- _Problem description_: Return the lines of the data below starting at the one holding "Localize all place" and ending at the one holding "Enumerate all text", word for word, leaving every picture out.

┌─ The data

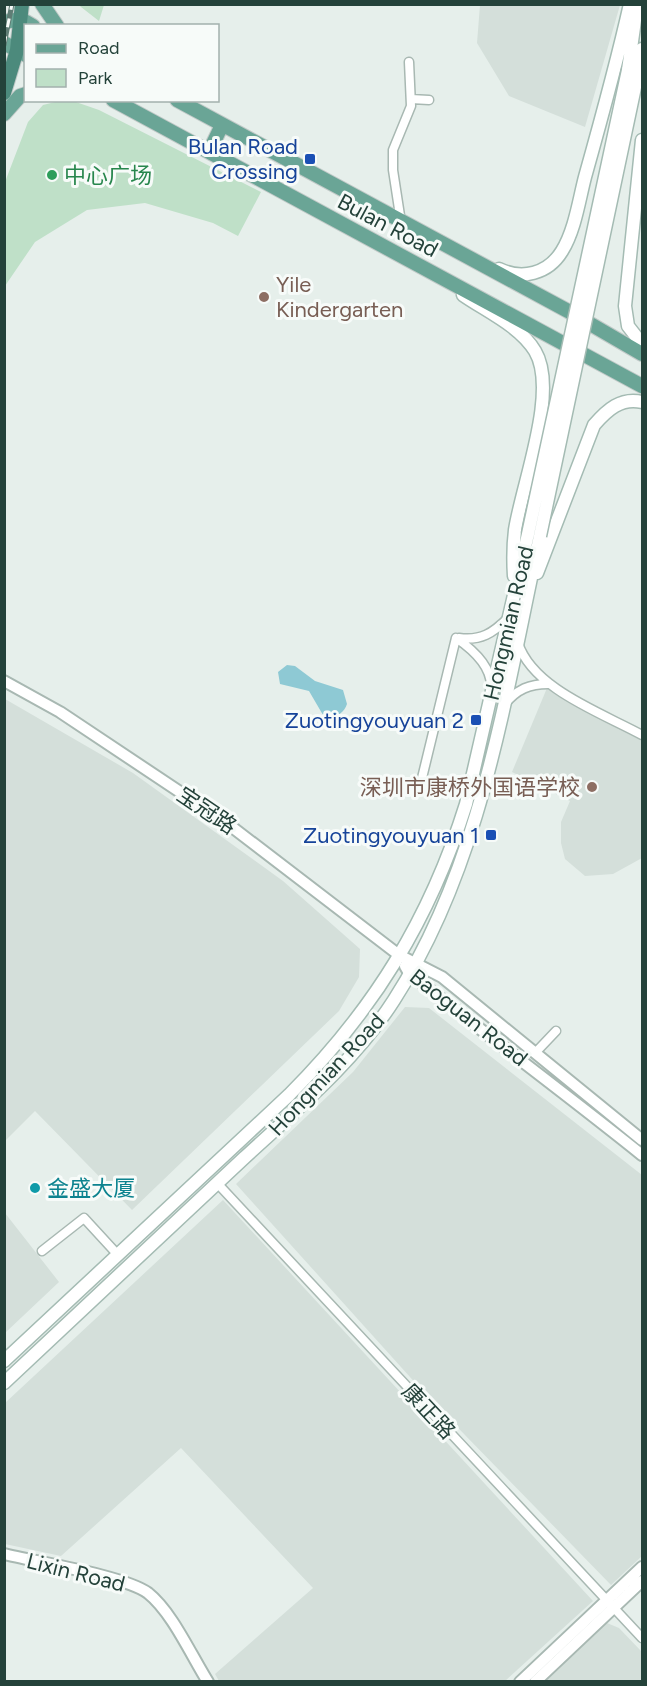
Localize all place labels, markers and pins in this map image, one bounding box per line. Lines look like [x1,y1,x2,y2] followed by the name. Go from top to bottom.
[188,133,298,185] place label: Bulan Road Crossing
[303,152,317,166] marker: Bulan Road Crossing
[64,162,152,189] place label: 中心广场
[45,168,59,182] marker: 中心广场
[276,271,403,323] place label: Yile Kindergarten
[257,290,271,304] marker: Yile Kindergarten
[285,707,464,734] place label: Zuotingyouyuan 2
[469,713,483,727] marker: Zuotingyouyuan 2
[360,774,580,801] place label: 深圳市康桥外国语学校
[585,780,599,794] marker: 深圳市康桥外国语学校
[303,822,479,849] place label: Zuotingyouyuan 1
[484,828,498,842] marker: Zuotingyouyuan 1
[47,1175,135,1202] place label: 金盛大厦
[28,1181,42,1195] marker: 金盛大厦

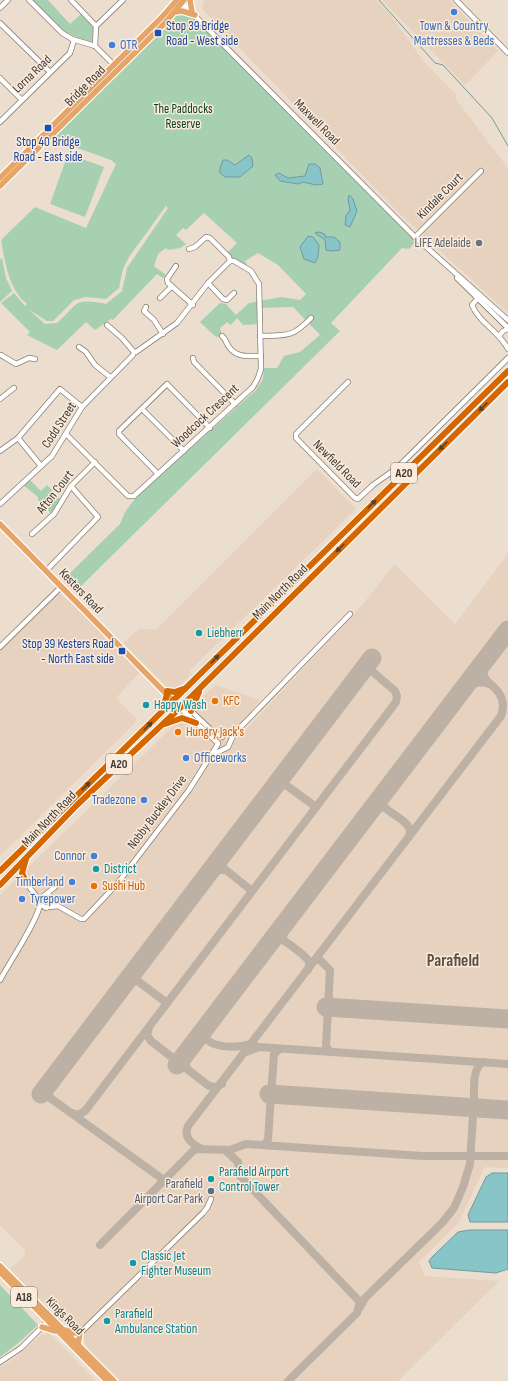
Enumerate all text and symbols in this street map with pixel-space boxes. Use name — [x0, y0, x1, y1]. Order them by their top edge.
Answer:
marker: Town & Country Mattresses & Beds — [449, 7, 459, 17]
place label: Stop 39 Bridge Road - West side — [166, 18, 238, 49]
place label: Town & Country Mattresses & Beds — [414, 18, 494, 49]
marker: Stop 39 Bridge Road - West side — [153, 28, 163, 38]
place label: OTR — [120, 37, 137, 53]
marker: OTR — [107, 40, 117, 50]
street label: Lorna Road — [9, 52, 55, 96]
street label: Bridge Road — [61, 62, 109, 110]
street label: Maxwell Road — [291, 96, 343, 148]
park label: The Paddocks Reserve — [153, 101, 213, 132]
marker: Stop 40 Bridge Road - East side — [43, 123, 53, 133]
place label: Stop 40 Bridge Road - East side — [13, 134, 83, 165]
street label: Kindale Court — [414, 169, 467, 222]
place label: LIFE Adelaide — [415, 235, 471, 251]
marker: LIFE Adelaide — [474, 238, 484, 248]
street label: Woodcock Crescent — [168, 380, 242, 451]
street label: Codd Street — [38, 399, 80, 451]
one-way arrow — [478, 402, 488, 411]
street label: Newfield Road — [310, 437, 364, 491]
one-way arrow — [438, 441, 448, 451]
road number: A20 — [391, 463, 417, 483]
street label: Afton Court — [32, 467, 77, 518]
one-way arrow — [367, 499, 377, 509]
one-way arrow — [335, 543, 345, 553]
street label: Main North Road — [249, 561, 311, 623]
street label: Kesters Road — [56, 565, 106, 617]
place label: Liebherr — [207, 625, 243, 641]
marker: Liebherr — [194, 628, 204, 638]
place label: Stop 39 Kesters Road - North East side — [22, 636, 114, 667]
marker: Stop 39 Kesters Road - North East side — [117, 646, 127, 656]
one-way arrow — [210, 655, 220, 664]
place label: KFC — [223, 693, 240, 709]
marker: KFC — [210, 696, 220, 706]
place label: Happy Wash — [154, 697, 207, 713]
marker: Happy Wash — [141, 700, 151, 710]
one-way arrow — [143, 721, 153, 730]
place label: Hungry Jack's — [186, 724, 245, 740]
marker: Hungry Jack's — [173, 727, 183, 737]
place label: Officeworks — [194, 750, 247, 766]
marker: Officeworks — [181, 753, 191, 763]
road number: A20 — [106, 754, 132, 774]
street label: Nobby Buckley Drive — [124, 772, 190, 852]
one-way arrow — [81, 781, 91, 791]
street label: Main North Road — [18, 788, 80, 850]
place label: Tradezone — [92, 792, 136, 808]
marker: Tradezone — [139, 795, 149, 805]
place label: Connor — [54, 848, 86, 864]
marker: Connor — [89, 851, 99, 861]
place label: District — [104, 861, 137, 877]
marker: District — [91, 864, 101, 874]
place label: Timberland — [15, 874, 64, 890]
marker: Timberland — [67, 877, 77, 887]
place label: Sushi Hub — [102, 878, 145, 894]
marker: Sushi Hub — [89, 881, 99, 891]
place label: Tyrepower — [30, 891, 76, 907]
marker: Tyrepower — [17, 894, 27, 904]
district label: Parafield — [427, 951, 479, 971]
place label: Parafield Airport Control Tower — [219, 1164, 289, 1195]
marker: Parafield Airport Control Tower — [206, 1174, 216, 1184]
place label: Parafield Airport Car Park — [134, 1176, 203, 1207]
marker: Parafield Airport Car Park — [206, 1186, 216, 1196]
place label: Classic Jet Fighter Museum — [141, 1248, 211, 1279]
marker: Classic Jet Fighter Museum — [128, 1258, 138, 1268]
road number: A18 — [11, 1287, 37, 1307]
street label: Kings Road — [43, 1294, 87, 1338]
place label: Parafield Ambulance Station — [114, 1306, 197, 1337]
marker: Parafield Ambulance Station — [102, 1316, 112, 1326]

└─
┌─ The data

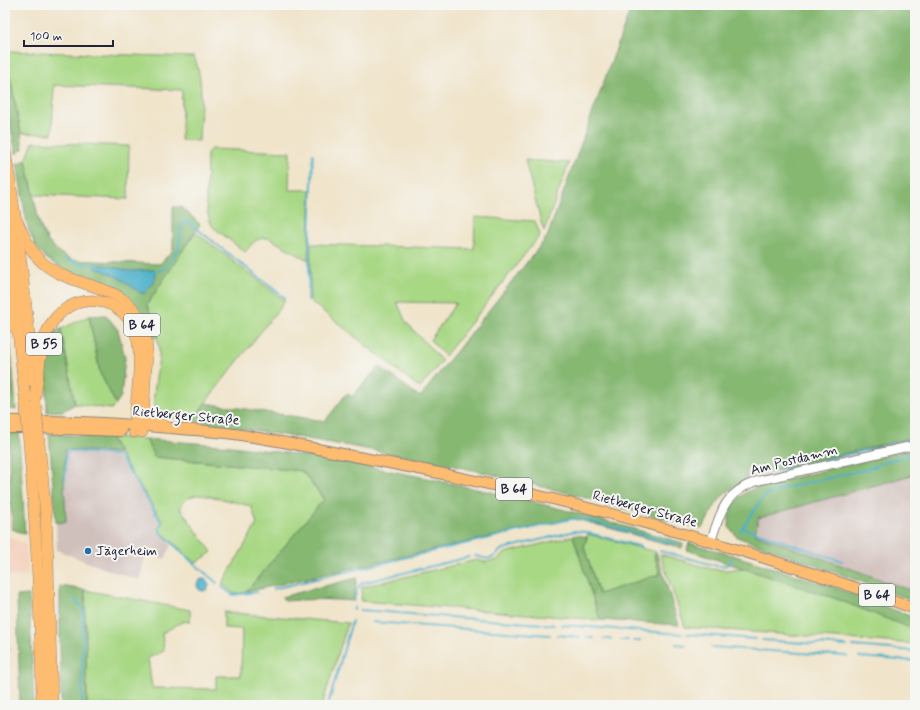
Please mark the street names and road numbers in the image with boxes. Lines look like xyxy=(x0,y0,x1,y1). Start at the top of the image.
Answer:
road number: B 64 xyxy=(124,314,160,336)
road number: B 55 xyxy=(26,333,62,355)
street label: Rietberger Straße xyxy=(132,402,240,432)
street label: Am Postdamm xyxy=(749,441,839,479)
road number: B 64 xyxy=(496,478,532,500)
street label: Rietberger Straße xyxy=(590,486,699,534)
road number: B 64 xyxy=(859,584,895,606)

└─

- _Solution for this problem_:
Localize all place labels, markers and pins in this map image, one bounding box per line. Lines look like [x1,y1,x2,y2] followed by the name. Go from top to bottom.
[188,133,298,185] place label: Bulan Road Crossing
[303,152,317,166] marker: Bulan Road Crossing
[64,162,152,189] place label: 中心广场
[45,168,59,182] marker: 中心广场
[276,271,403,323] place label: Yile Kindergarten
[257,290,271,304] marker: Yile Kindergarten
[285,707,464,734] place label: Zuotingyouyuan 2
[469,713,483,727] marker: Zuotingyouyuan 2
[360,774,580,801] place label: 深圳市康桥外国语学校
[585,780,599,794] marker: 深圳市康桥外国语学校
[303,822,479,849] place label: Zuotingyouyuan 1
[484,828,498,842] marker: Zuotingyouyuan 1
[47,1175,135,1202] place label: 金盛大厦
[28,1181,42,1195] marker: 金盛大厦

Enumerate all text and symbols in this street map with pixel-space boxes. Use name — [x0, y0, x1, y1]. Order them by their top edge.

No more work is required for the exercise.